Site goes down at the same time every day in memory-constrained environment

axfelix · December 18, 2017, 10:57pm

Hi,

I’m not sure what this could be, and I think running Discourse on 1GB of memory plus 1GB of swap is probably below minimum spec at this point so I’d understand if this is outright unsupported, but I’m having a weird issue where my site goes down at exactly the same time every day (at around 2:48 PST) for five minutes or so. Trying to hit it in the meantime sometimes throws 429’s.

sshing into the server and eyeballing top when this happens shows that about half of swap has been released (suggesting that maybe something else is running on the server and elbowing out Discourse, but I don’t know what it could be, there’s nothing in cron for that time of day), and most of the CPU is consumed by a single postmaster process until it runs for a little over two minutes, is killed, and then everything gradually goes back to normal.

Any idea what’s up here? Been happening for the past several releases at least.

axfelix · December 18, 2017, 11:04pm

I don’t think it could be a crawler given that I don’t know any crawlers that are that punctual…

codinghorror · December 18, 2017, 11:06pm

Per previous discussions it is almost certainly the database backup blowing out all your memory. Increase swap to 2GB.

axfelix · December 18, 2017, 11:10pm

Will do, thanks! Probably want to update your install docs to reflect that if you haven’t already.

codinghorror · December 18, 2017, 11:12pm

This is a relatively new problem cc @sam

axfelix · December 18, 2017, 11:33pm

For the record, I just checked that I have automatic backups disabled, unless it’s something else that e.g. redis does every day and isn’t exposed to the Discourse admin config. But I’ve increased swap anyway and we’ll see how tomorrow goes!

mpalmer · December 18, 2017, 11:40pm

Hi Alex,

429 is a very odd response code for the site to be sending due to memory problems. That’s normally because someone on the same IP address is doing something untoward. Is there any chance someone else on the same connection (a person or machine in your office, for example) is running some sort of scraping batch job at the same time?

axfelix · December 18, 2017, 11:43pm

Those might be a red herring – I’m running the container behind an nginx on the host so I can keep some old LAMP apps up on a couple other subdomains, and I think it just gets hit a lot by people trying to access the site when it goes down like this, with that being the result.

And I know I probably shouldn’t be doing that at or below minimum spec, so you’re free to disavow, but those haven’t changed in a dog’s age and this has only started happening with the most recent Discourse versions, always at the same time of day.

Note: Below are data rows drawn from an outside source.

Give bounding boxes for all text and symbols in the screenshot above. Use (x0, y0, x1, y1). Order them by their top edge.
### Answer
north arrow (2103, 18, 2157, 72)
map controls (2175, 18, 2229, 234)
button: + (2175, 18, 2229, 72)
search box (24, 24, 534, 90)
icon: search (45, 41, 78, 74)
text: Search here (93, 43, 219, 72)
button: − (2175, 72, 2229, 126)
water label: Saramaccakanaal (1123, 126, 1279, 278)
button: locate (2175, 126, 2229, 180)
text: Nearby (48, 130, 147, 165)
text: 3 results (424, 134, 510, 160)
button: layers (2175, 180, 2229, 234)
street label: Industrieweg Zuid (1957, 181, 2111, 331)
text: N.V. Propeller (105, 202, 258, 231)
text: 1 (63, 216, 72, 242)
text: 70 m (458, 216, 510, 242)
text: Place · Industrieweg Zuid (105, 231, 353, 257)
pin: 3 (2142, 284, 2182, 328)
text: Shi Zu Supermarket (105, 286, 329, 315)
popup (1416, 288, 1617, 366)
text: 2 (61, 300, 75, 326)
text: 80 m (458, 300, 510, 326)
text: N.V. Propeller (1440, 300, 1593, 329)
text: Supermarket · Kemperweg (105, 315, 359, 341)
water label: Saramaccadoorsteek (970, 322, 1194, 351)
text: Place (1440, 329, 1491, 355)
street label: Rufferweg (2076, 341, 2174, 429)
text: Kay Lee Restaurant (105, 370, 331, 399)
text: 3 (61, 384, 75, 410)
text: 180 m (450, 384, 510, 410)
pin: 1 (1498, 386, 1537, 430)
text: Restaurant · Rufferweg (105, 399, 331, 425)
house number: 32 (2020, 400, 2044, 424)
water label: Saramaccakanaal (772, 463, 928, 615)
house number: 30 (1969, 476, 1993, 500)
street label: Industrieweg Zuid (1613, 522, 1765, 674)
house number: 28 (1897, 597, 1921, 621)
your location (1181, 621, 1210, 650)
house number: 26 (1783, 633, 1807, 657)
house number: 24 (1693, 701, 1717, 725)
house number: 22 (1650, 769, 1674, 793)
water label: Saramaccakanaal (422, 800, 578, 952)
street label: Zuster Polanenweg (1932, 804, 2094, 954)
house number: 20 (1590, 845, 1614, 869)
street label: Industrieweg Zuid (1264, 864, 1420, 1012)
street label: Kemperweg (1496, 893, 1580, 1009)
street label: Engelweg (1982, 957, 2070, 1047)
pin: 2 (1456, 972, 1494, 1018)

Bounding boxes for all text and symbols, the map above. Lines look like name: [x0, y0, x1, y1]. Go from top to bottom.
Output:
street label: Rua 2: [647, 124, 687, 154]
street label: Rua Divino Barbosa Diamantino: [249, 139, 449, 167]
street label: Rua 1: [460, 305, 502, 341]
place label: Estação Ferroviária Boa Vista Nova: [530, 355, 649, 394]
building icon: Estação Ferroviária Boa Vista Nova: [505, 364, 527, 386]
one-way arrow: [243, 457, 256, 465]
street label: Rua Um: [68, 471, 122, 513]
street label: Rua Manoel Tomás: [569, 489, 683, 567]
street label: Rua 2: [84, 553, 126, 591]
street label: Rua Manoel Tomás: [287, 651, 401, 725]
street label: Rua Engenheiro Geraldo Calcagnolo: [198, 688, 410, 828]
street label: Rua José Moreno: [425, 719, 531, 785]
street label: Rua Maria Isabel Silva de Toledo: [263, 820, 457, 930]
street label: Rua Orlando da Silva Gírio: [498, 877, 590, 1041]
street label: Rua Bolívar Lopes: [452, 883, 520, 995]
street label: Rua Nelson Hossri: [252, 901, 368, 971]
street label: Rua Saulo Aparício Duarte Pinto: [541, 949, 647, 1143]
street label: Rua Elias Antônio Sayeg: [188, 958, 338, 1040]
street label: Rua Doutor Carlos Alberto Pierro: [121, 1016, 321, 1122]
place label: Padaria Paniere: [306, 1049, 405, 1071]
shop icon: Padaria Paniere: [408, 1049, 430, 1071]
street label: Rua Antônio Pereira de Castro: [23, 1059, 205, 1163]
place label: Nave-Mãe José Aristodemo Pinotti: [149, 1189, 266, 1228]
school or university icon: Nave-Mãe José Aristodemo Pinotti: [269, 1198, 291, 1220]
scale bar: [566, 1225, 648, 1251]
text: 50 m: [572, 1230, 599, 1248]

sam · December 18, 2017, 11:45pm

Well one thing I would check is that NGINX inside the container (that has the rate limiting template enabled) does not think every single user has the same IP address.

axfelix · December 18, 2017, 11:49pm

I don’t think the nginx inside the container has diverged from stock at all, I use the provided launcher script for all the docker stuff.

This is what the host nginx config for the site looks like if you’re curious, but I don’t think this is the problem:

root@selectbutton:/etc/nginx/sites-enabled# cat discourse

server {

listen 443 ssl;
server_name selectbutton.net;
ssl_certificate /etc/letsencrypt/live/selectbutton.net/fullchain.pem;
ssl_certificate_key /etc/letsencrypt/live/selectbutton.net/privkey.pem;

location /basic_status {
    stub_status on;
    access_log off;
    allow 127.0.0.1;
    allow 172.31.20.111;
    allow 52.35.138.13;
    deny all;
}

location / {
    root /var/www/discourse-root;
    try_files $uri @discourse;
}

location @discourse {
    proxy_set_header X-Real-IP $remote_addr;
    proxy_set_header Host $host;
    proxy_set_header X-Forwarded-For $proxy_add_x_forwarded_for;
    proxy_pass https://localhost:4443;
}
}

server {
listen 80;
server_name selectbutton.net;
return 301 https://$host$request_uri;
}

yanokwa · December 19, 2017, 12:12am

I’m on a server with 2 GB of ram and I’m seeing the same behavior as of a few days ago. Seems to happen around backup time.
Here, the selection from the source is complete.